The best solution is to find good, clear maps that date from the period you are writing about. I have been lucky to find on the internet old maps of The Hague (pictured above) and Antwerp, but even so reading them is at times difficult, as they are time darkened, with the street names in small cursive script. Online, too, I found listed a 19th century postal map of London offered for sale by a dealer in that city, but he wanted $300 for it. More than I felt like paying. (But maybe I should have.) But that's only one aspect of using streets correctly--getting the names right; you also want to be true to the character of those streets, and this can be especially tricky. For instance, it's a fact that Van Gogh, in many of the places he lived, gave business to prostitutes. (Having read a book on the subject for my novel, I can tell you that nearly every other man in the 19th century did as well.) This is assuredly how he met the woman he came to call Sien. (See my earlier posts about Vincent's "wife.") But on which street or streets did the prostitutes hang out in The Hague (Den Haag) of the 19th century? I've examined the old map posted online and I can recognize street names. But which ones constituted the "red light" district? (See the questions you find yourself having to answer when you write a historical novel? I won't get into my struggles regarding underwear.) I've even gone so far as to try to track down one Lotte C. van der Pol, a historian who, among other things, has written an encyclopedia article about prostitution in The Netherlands in the 19th century. I simply want to ask her: On what streets in The Hague did the girls hang out? Surely, these were infamous locations at the time. Even though I've discovered that Dr. van der Pol appears to be on faculty at Utrecht University, I have been unable to find an email address for her or a listing for her on the university's web site. So my question remains unanswered, and my search continues.

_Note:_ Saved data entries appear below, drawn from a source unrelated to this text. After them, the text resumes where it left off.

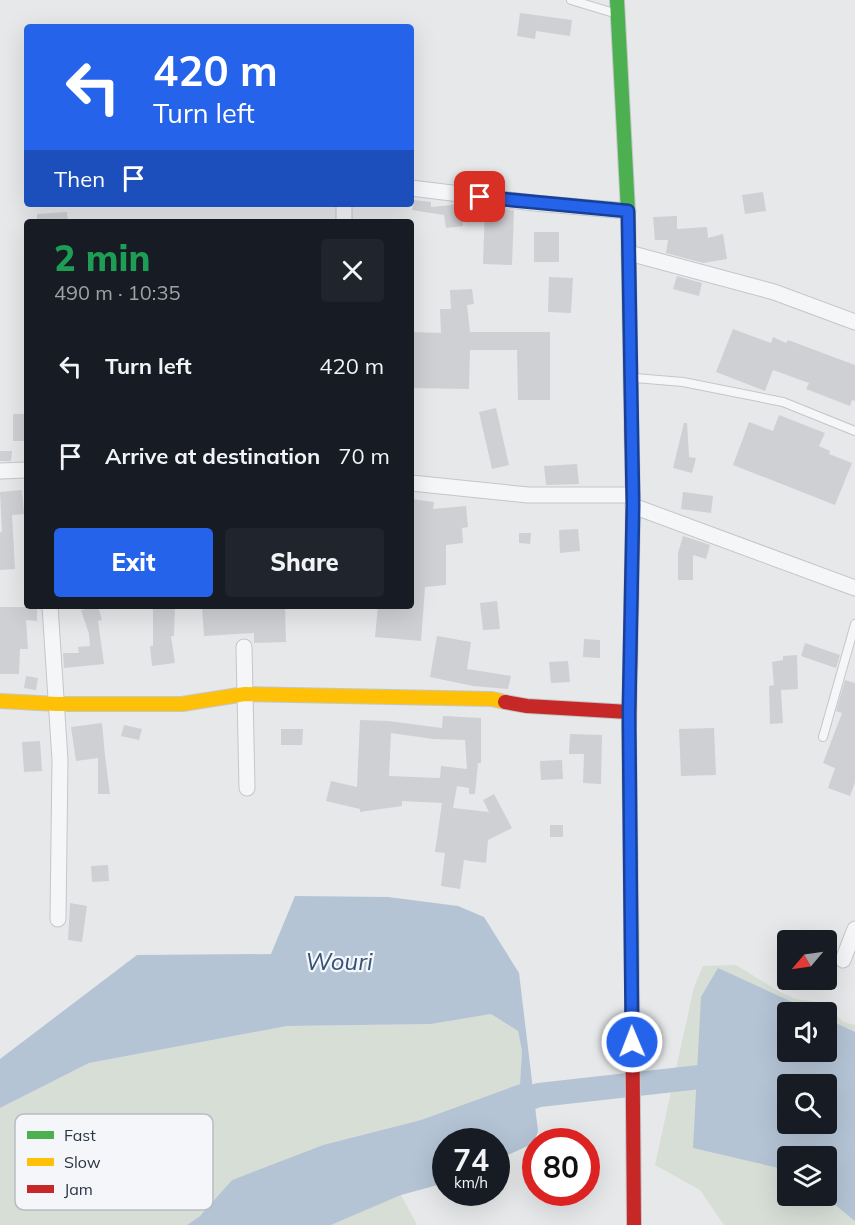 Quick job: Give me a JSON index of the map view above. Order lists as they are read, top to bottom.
{
  "water": ["Wouri"],
  "legend": ["Fast", "Slow", "Jam"],
  "north": "bottom left",
  "page": {
    "turn": ["420 m", "Turn left"],
    "then": "Then",
    "heading": ["2 min", "490 m · 10:35"],
    "list": [
      {
        "name": "Turn left",
        "value": "420 m"
      },
      {
        "name": "Arrive at destination",
        "value": "70 m"
      }
    ],
    "buttons": ["Exit", "Share"],
    "speed": "74 km/h",
    "limit": "80"
  }
} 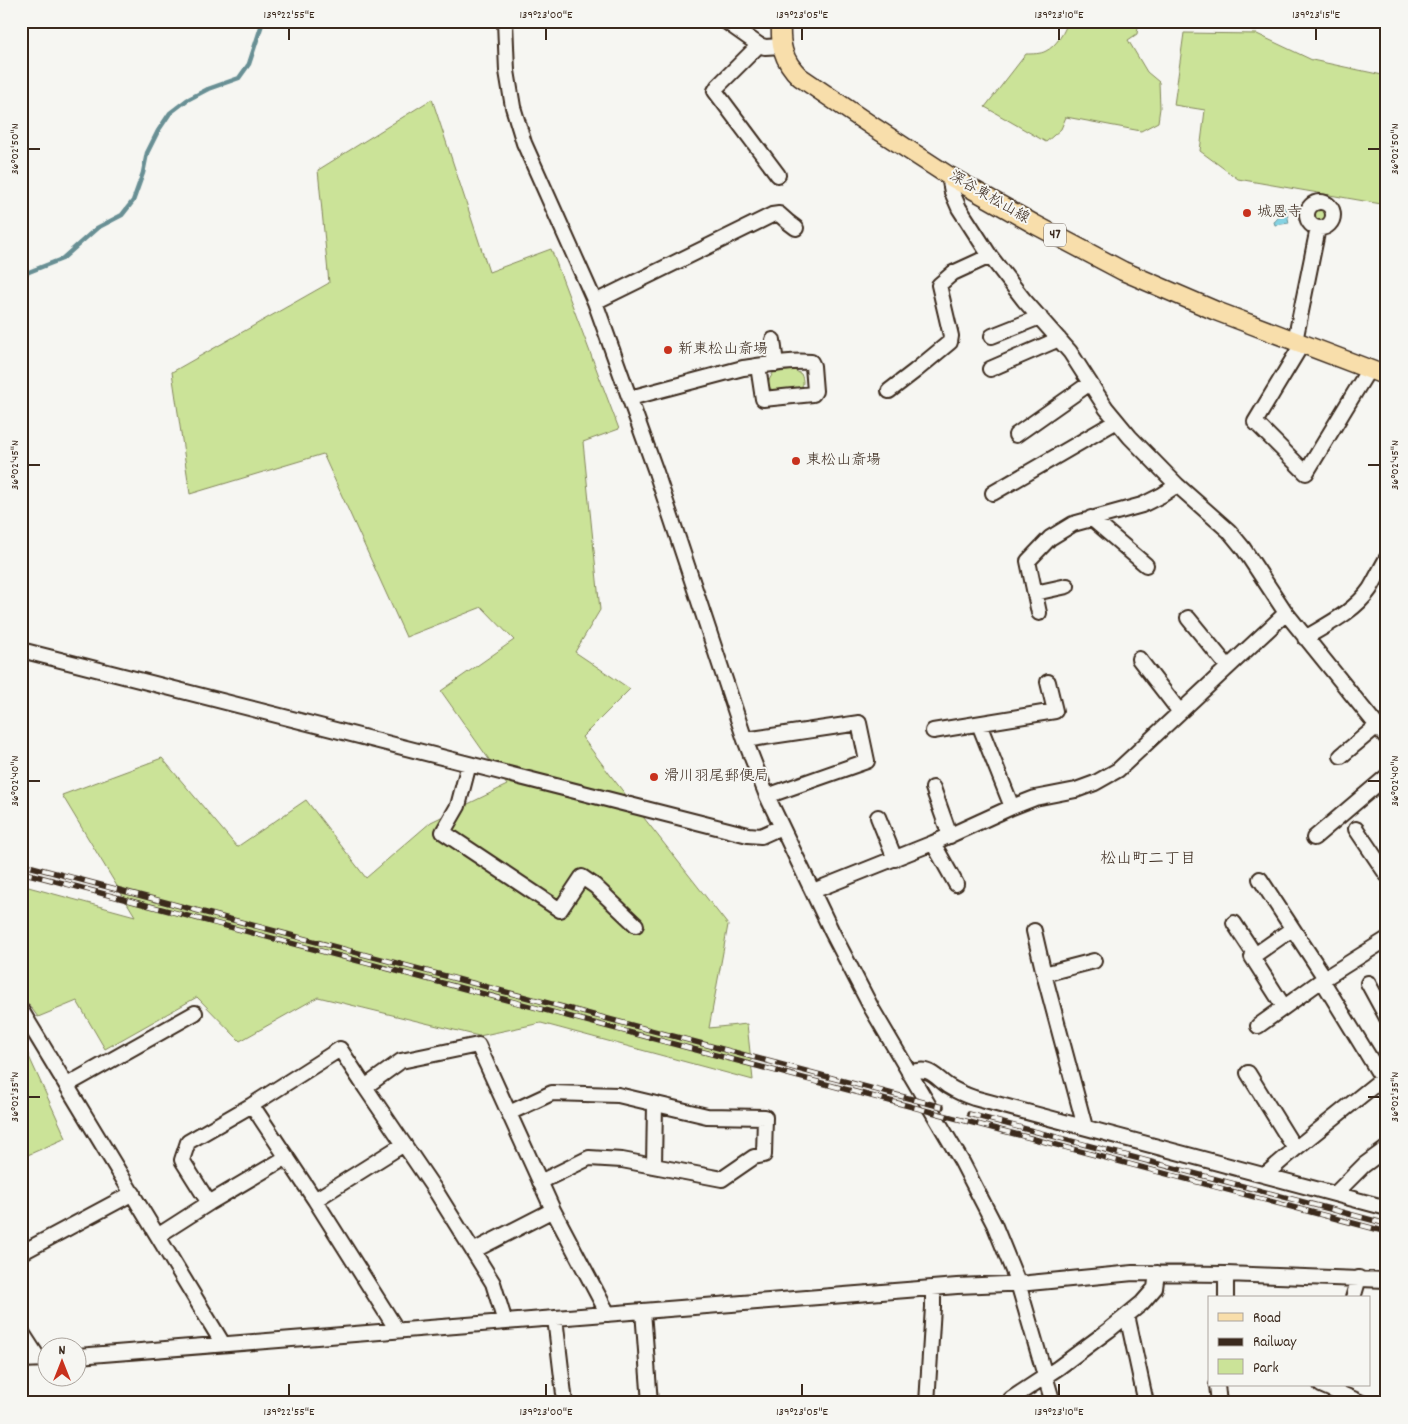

One school of thought would ask: Why worry if you get the street names exactly right? Who's going to know if you don't? My answer is: Eventually, somebody will. And if I can avoid it, I don't want to discredit my novel to even a single reader, not over something as fixable as street names. I want my novel to sink or soar in a reader's heart based on what really matters: the characters I develop and the story I tell. But I know very well how much harder a task that becomes if you've slipped up on smaller matters. Once lost, a reader's trust is hard to earn back. And I guess too there's a part of me that thinks that if you are lazy about the little things you're likely to be lazy about the big ones too. True in life, true in novel writing.